Comma@361 (line 1, column 362): ,
Identifier@363 (line 1, column 364): MyBool
Boolean@370 (line 1, column 371): False
RBracket@375 (line 1, column 376): }
Parsing into AST
So now that my tokenization looks good, I want to parse the tokens into a custom AST, that is associate field-value pairs, infer primitive types, and recreate proper nesting of struc. Any help on this part would be appreciated.
public enum DataType
{
BOOL,
INT,
REAL,
STRING,
ENUM,
STRUC
}
public abstract class Data
{
private static Regex _array = new Regex(@"\[([\d]+)\]", RegexOptions.IgnoreCase);
public abstract DataType Type { get; }
public string Name { get; set; }
public bool IsScalar { get => Type != DataType.STRUC; }
public bool IsComposite { get => Type == DataType.STRUC; }
public bool IsArrayElement(out short index)
{
index = 0;
Match match = _array.Match(Name);
if (match.Success)
{
index = short.Parse(match.Groups[1].Value);
return true;
}
else
{
return false;
}
}
}
public class BoolData : Data
{
public override DataType Type => DataType.BOOL;
public bool Value { get; private set; }
public BoolData(string name, bool value)
{
Name = name;
Value = value;
}
}
public class IntData : Data
{
public override DataType Type => DataType.INT;
public short Value { get; private set; }
public IntData(string name, short value)
{
Name = name;
Value = value;
}
}
public class RealData : Data
{
public override DataType Type => DataType.REAL;
public double Value { get; private set; }
public RealData(string name, double value)
{
Name = name;
Value = value;
}
}
public class StringData : Data
{
public override DataType Type => DataType.STRING;
public string Value { get; private set; }
public StringData(string name, string value)
{
Name = name;
Value = value;
}
}
public class EnumData : Data
{
public override DataType Type => DataType.ENUM;
public string Value { get; private set; }
public EnumData(string name, string value)
{
Name = name;
Value = value;
}
}
public class StrucData : Data
{
public override DataType Type => DataType.STRUC;
public List<Data> Value = new List<Data>();
public StrucData(string name)
{
Name = name;
Value = new List<Data>();
}
public void Add(Data data) => Value.Add(data);
}
So you need to create a parser for each Data class you've defined.

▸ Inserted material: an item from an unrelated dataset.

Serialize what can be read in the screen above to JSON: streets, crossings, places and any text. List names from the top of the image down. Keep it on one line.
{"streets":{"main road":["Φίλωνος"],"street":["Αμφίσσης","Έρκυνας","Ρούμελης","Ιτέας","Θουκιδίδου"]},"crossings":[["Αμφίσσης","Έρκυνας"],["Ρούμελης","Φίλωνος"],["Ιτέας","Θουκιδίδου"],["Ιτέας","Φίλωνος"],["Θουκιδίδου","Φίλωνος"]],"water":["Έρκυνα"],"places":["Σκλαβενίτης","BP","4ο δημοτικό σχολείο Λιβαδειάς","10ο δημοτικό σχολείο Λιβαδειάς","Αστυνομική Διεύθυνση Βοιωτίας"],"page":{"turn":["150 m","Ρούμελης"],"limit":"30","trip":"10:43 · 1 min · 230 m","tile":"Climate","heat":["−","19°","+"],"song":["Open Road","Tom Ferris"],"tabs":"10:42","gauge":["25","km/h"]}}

The primitive types are fairly straightforward, but the StrucData parser is the one that needs to be recursive. It has to try each of the primitive parsers using Or().Try(), but if those aren't successful, it has to try and parse another StrucData using recursion. Then after successful parsing of that, you can get a List<Data> result by using the function ManyDelimitedBy since each of your Data objects is separated by a comma.
Try this:
public static class KrlParsers
{
public static TokenListParser<KrlToken, BoolData> BoolParser =
from id in Token.EqualTo(KrlToken.Identifier)
from val in Token.EqualTo(KrlToken.Boolean)

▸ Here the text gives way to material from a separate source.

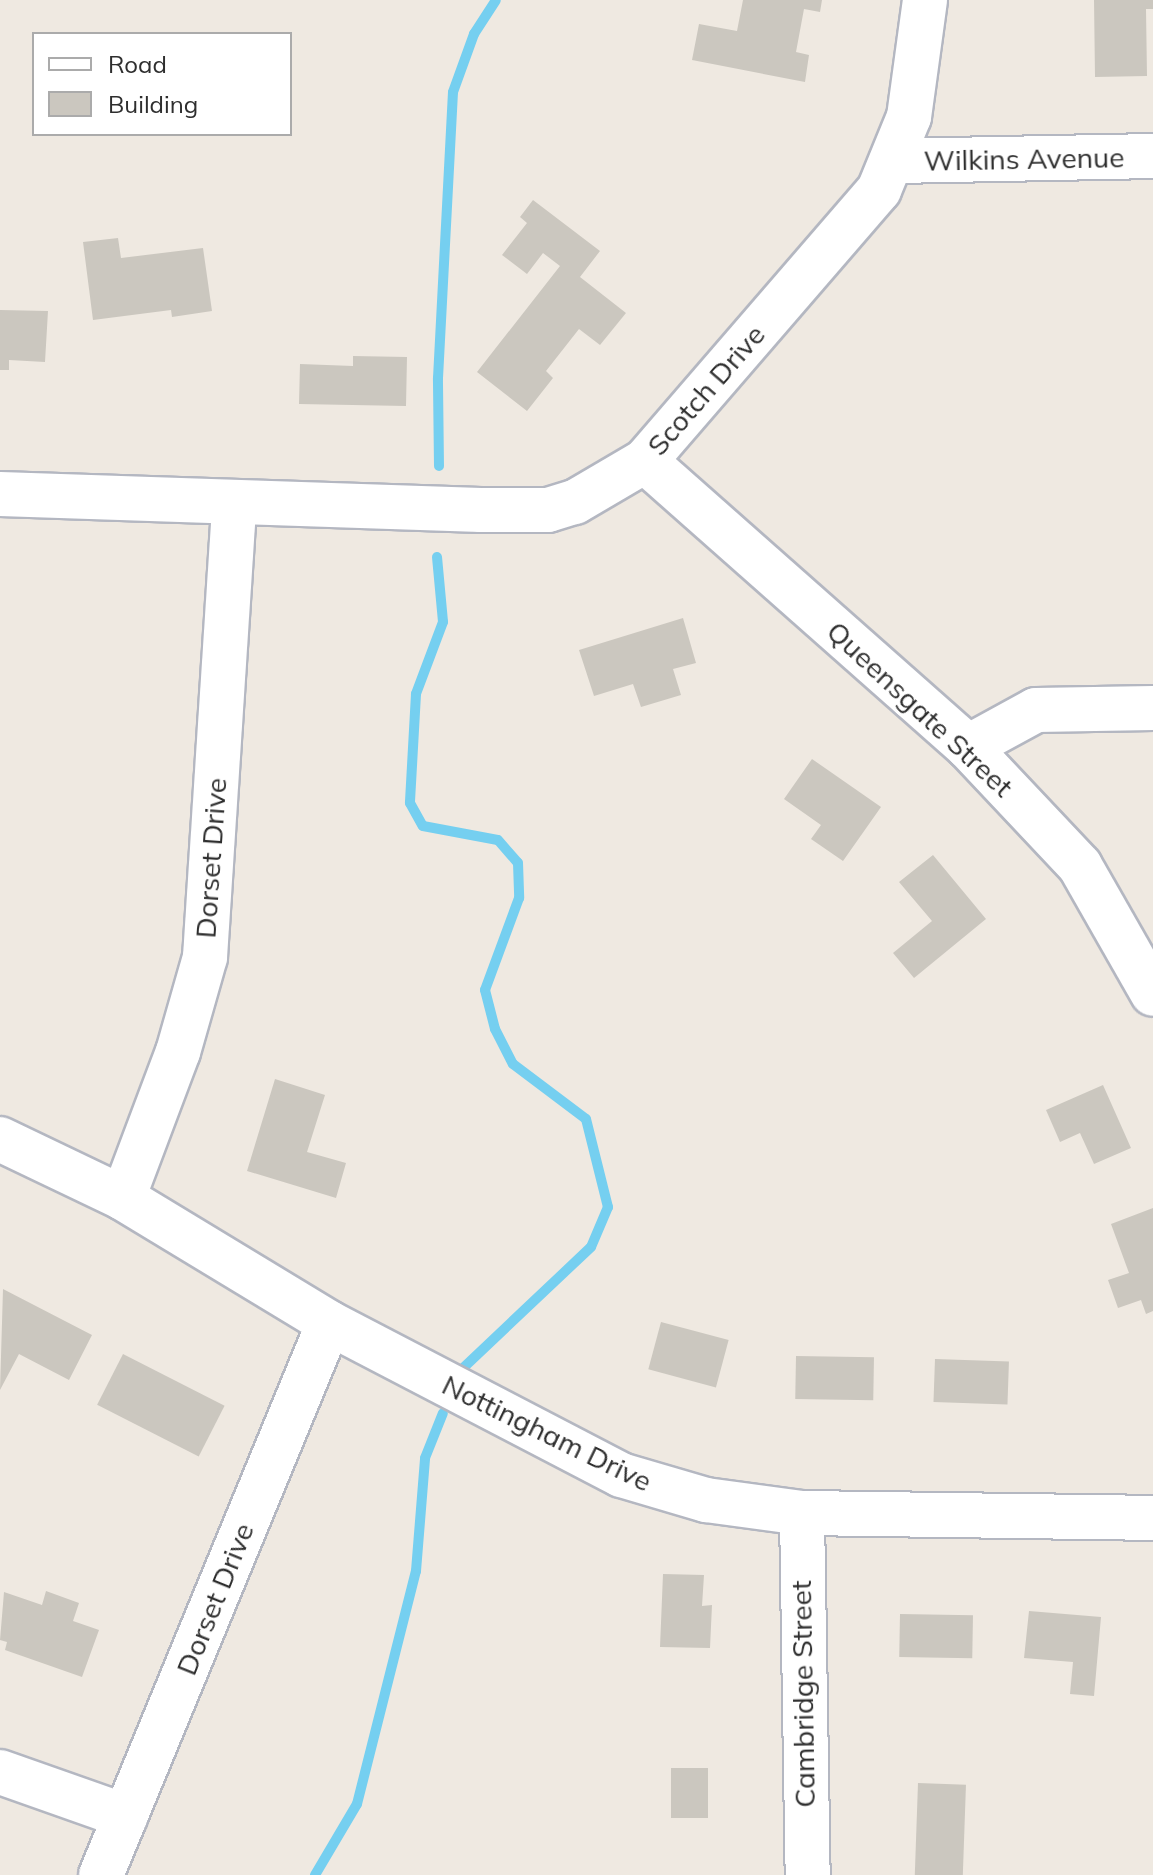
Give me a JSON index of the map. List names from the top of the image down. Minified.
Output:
{"streets":{"street":["Wilkins Avenue","Scotch Drive","Queensgate Street","Dorset Drive","Nottingham Drive","Cambridge Street"]},"crossings":[["Wilkins Avenue","Scotch Drive"],["Scotch Drive","Queensgate Street"],["Scotch Drive","Dorset Drive"],["Dorset Drive","Nottingham Drive"],["Nottingham Drive","Cambridge Street"]],"legend":["Road","Building"]}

select new BoolData(id.ToStringValue(), bool.Parse(val.ToStringValue()));
public static TokenListParser<KrlToken, IntData> IntParser =
from id in Token.EqualTo(KrlToken.Identifier)
from val in Token.EqualTo(KrlToken.Integer)

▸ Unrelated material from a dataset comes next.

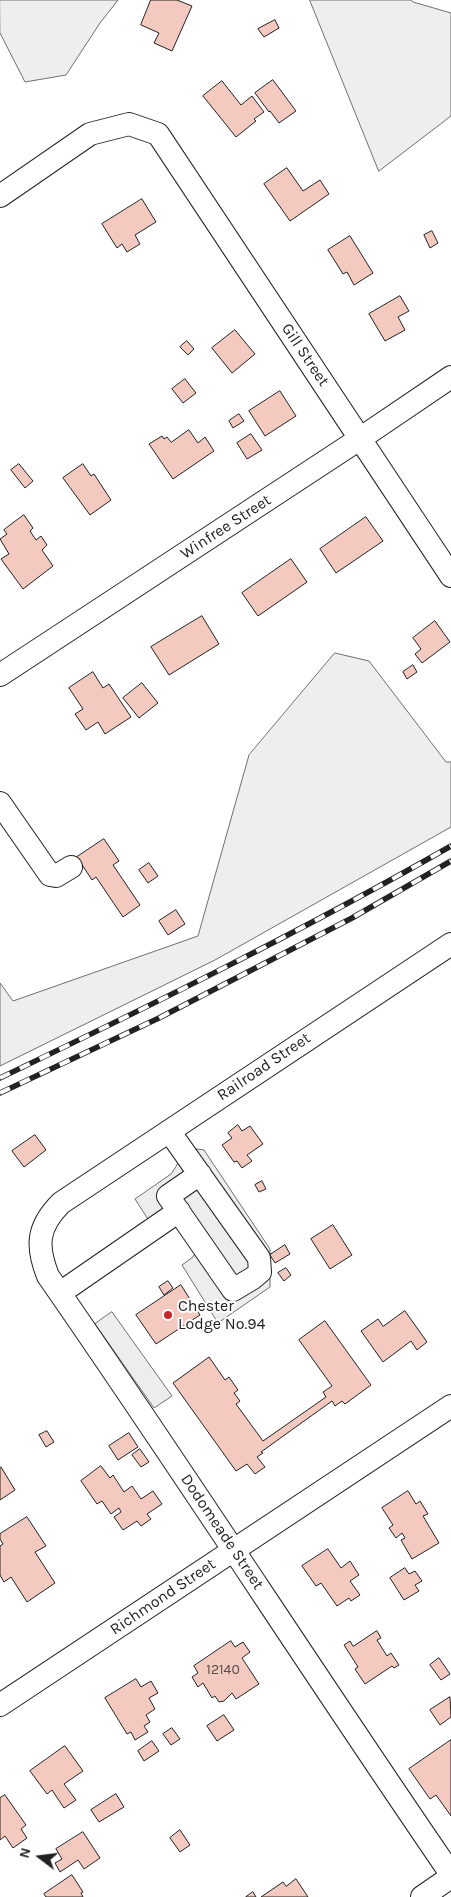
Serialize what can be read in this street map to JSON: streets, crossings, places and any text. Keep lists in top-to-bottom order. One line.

select new IntData(id.ToStringValue(), short.Parse(val.ToStringValue()));
public static TokenListParser<KrlToken, RealData> RealParser =
from id in Token.EqualTo(KrlToken.Identifier)
from val in Token.EqualTo(KrlToken.Real)
select new RealData(id.ToStringValue(), double.Parse(val.ToStringValue()));
public static TokenListParser<KrlToken, StringData> StringParser =
from id in Token.EqualTo(KrlToken.Identifier)
from val in Token.EqualTo(KrlToken.String)
select new StringData(id.ToStringValue(), val.ToStringValue());
public static TokenListParser<KrlToken, EnumData> EnumParser =
from id in Token.EqualTo(KrlToken.Identifier)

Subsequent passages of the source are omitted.